Start of Provided records

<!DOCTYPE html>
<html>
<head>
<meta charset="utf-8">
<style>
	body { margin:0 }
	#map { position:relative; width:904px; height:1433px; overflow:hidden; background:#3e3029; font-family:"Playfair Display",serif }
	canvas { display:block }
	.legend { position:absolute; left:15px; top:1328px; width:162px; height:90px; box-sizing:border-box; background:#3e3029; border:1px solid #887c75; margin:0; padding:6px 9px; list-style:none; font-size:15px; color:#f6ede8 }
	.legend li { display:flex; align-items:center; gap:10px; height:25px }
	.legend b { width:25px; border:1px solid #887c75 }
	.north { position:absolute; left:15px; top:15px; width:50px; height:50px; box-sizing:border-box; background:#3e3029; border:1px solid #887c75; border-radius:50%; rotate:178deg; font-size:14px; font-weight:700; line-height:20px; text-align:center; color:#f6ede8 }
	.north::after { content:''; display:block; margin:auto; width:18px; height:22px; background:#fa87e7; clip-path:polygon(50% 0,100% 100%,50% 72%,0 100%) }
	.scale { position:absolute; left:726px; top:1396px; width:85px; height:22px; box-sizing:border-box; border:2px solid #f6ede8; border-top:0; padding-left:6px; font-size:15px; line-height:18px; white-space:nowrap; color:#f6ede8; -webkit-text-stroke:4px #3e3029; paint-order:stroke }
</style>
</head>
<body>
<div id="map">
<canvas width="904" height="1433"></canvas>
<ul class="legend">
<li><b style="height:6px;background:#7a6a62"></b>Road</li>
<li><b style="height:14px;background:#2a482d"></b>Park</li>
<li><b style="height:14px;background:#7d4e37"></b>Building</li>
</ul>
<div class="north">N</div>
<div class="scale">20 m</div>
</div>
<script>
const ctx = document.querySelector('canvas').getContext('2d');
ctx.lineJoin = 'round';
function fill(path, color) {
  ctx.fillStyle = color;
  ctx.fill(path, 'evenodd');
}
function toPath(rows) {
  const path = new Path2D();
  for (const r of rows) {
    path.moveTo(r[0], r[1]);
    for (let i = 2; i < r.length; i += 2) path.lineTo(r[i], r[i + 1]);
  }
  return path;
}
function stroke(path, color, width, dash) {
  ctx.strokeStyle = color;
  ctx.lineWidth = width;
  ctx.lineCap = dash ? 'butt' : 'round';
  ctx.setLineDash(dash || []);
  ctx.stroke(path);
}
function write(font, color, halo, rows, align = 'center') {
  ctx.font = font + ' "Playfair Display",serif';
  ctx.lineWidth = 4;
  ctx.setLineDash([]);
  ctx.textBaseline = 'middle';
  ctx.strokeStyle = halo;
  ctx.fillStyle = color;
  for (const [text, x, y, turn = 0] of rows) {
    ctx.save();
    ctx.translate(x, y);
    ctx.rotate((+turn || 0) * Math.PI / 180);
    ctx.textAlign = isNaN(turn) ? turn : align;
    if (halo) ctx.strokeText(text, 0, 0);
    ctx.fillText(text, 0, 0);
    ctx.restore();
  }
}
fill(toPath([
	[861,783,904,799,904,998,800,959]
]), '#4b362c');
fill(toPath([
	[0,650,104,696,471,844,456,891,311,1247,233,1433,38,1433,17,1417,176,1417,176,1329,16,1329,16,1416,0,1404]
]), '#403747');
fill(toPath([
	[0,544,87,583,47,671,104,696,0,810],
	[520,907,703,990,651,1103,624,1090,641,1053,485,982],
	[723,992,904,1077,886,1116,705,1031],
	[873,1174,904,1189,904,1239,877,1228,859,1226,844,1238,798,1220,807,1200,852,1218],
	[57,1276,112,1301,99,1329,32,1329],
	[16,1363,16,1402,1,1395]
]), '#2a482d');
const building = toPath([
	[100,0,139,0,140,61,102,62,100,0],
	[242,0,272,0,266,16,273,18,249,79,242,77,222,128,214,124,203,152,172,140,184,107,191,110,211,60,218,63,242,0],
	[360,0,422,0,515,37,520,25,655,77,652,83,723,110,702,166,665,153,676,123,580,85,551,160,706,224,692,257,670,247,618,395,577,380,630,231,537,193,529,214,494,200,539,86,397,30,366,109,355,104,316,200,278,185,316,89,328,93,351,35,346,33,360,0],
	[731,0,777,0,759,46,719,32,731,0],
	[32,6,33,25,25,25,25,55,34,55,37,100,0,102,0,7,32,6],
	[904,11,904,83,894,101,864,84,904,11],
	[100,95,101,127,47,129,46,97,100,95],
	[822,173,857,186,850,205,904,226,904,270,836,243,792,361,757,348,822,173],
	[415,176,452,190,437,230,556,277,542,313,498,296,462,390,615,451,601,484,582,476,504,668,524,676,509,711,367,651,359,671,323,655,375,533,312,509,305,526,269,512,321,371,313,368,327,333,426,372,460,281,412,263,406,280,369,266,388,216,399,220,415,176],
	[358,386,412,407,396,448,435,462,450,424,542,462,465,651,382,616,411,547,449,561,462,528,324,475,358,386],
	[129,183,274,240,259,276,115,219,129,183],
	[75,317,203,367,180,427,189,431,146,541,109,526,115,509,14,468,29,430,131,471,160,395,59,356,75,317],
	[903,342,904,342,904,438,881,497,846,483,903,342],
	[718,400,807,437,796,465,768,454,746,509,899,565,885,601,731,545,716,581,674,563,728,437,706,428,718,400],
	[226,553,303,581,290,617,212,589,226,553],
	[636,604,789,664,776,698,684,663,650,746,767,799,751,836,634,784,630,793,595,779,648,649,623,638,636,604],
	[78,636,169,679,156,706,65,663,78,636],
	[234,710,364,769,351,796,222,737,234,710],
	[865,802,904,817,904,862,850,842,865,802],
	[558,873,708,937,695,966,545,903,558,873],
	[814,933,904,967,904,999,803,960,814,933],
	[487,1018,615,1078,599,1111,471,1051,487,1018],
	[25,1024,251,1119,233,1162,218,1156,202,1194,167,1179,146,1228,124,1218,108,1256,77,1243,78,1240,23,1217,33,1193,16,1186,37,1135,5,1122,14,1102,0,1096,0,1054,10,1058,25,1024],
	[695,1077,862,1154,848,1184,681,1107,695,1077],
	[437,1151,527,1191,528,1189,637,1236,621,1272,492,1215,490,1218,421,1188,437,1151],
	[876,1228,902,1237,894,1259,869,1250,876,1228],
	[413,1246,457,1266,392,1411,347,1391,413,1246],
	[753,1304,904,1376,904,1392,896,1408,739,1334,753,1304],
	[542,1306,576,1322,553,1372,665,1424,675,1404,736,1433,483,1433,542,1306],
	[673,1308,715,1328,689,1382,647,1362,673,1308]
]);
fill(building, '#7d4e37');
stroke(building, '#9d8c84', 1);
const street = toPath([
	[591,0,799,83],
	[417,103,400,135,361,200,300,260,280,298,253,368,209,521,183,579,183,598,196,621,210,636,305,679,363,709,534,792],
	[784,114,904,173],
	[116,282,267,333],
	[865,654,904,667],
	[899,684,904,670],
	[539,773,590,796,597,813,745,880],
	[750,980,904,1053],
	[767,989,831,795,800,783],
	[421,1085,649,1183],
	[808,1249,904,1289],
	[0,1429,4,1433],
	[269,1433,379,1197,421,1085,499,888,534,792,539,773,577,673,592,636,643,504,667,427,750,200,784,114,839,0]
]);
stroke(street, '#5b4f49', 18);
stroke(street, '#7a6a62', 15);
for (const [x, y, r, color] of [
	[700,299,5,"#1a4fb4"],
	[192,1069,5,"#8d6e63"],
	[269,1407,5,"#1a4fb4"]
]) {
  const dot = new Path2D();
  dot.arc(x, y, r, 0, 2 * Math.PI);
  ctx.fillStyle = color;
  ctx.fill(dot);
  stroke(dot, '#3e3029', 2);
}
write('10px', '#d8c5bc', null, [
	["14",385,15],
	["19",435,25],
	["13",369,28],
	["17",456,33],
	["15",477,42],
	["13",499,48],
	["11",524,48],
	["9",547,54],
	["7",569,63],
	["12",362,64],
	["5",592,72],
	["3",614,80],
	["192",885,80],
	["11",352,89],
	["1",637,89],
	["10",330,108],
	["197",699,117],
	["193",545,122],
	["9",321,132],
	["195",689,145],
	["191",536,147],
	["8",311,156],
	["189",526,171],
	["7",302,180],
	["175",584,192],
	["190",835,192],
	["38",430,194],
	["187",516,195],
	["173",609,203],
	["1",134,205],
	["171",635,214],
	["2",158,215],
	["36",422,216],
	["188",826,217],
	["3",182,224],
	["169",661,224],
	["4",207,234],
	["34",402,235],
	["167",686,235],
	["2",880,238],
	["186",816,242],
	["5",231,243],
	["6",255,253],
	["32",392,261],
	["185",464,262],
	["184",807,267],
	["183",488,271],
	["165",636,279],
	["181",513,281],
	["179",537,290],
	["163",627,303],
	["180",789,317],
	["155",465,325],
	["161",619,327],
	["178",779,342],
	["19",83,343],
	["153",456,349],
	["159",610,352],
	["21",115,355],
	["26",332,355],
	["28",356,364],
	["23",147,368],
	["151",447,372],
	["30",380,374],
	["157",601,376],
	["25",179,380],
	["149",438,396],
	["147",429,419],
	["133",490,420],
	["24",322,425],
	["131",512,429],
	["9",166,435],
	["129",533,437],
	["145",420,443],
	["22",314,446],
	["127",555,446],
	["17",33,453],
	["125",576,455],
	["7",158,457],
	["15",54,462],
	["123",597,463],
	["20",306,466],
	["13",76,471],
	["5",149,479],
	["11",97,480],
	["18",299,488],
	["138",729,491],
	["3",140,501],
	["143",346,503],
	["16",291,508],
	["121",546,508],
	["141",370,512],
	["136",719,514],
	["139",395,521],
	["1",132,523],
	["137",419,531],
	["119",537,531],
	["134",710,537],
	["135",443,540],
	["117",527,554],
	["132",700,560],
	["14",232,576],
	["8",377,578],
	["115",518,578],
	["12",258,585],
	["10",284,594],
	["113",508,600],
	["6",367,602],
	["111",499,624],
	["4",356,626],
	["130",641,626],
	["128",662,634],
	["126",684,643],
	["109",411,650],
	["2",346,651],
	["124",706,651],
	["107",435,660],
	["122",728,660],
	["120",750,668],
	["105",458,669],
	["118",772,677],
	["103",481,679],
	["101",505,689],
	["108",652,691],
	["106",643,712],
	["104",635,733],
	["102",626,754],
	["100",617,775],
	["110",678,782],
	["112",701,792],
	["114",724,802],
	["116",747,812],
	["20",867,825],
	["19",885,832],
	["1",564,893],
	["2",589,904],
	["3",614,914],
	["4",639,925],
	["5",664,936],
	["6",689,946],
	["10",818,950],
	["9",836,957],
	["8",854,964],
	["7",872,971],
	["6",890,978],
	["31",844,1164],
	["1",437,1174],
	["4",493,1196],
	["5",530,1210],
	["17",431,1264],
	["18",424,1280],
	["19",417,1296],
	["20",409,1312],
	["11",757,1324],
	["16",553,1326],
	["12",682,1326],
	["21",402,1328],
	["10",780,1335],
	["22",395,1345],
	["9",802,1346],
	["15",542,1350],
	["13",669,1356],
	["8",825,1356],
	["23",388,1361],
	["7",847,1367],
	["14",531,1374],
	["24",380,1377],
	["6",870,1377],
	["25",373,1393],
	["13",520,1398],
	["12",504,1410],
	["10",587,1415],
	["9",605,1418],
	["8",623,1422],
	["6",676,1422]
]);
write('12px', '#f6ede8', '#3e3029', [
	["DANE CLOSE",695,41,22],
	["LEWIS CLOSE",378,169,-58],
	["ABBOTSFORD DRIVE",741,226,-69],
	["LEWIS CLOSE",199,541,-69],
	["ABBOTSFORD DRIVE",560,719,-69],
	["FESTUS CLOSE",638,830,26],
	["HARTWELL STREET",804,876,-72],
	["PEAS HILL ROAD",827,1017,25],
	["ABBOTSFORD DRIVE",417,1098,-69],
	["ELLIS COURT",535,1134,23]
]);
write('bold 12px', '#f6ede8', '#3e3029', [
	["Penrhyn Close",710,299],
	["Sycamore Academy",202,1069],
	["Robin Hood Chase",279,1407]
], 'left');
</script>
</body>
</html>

End of Provided records

● Action item
Using the listing above, show each line holding the string "strokeStyle".

● Answer box
  ctx.strokeStyle = color;
  ctx.strokeStyle = halo;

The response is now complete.